Among several preliminary objections filed Oct. 3, the Aramark defendants claimed Nalewak failed to sufficiently allege facts, either pursuant to the consumer expectations test or the risk utility test (per Tincher v. Omega Flex) to show that his 100% percent cotton, not-flame resistant garment was defective, failed to make allegations aimed at piercing the corporate veil and failed to allege why the “not-flame resistant” garment malfunctioned, nor why it was reasonably expected, or an intended purpose of the product, to be used while engaged in hot torch cutting.
Moreover, in new matter filed that same day, the defendants argued the lawsuit should be dismissed because the plaintiff failed to state a claim upon which relief could be granted, failed to mitigate his damages and caused his own injuries while wearing the garment in question.
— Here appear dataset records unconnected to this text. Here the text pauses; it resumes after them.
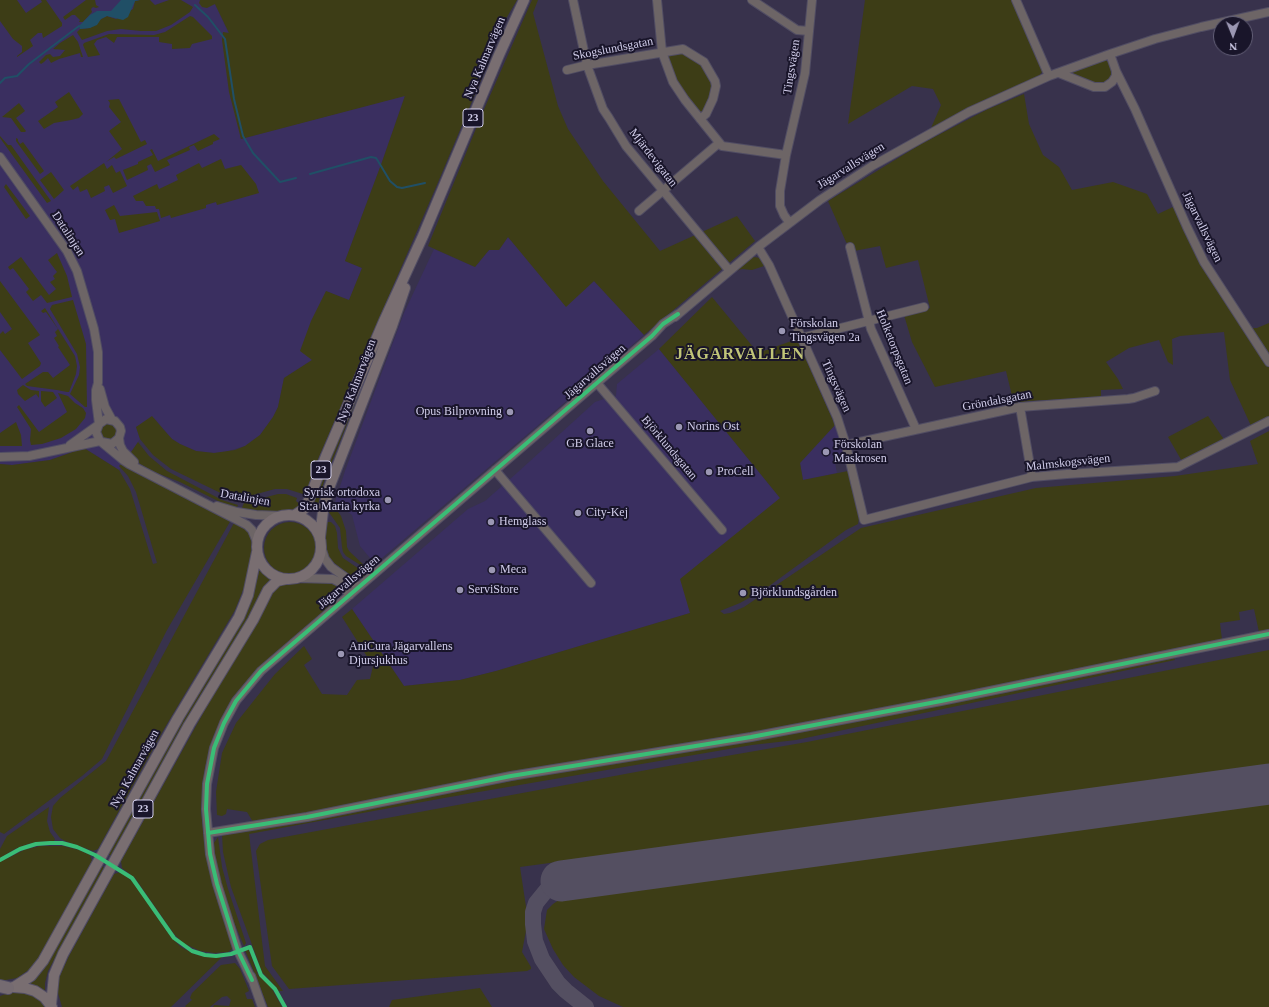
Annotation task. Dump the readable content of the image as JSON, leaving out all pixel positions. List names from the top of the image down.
{
  "streets": {
    "main road": ["Nya Kalmarvägen", "23"],
    "street": [
      "Skogslundsgatan",
      "Tingsvägen",
      "Mjärdevigatan",
      "Jägarvallsvägen",
      "Datalinjen",
      "Holketorpsgatan",
      "Gröndalsgatan",
      "Björklundsgatan",
      "Malmskogsvägen"
    ]
  },
  "crossings": [
    ["Skogslundsgatan", "Mjärdevigatan"],
    ["Nya Kalmarvägen", "23"],
    ["Nya Kalmarvägen", "Jägarvallsvägen"],
    ["Nya Kalmarvägen", "Datalinjen"],
    ["Tingsvägen", "Jägarvallsvägen"],
    ["Tingsvägen", "Gröndalsgatan"],
    ["Tingsvägen", "Malmskogsvägen"],
    ["23", "Jägarvallsvägen"],
    ["23", "Datalinjen"],
    ["Mjärdevigatan", "Jägarvallsvägen"],
    ["Jägarvallsvägen", "Datalinjen"],
    ["Jägarvallsvägen", "Björklundsgatan"],
    ["Holketorpsgatan", "Gröndalsgatan"]
  ],
  "districts": ["JÄGARVALLEN"],
  "places": [
    "Förskolan Tingsvägen 2a",
    "Opus Bilprovning",
    "Norins Ost",
    "GB Glace",
    "Förskolan Maskrosen",
    "ProCell",
    "Syrisk ortodoxa St:a Maria kyrka",
    "City-Kej",
    "Hemglass",
    "Meca",
    "ServiStore",
    "Björklundsgården",
    "AniCura Jägarvallens Djursjukhus"
  ],
  "north": "bottom"
}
For counts of negligence, products liability and breach of warranty, the plaintiff is seeking damages, jointly and severally, in excess of $50,000, plus all damages available under the facts and Pennsylvania law and a trial by jury.
The plaintiff is represented by Peter M. Patton and Debra A. Jensen of Galfand Berger, in Philadelphia.
The defendants are represented by Charles J. Reitmeyer and Natalie M. Georges of Morgan Lewis & Bockius, also in Philadelphia.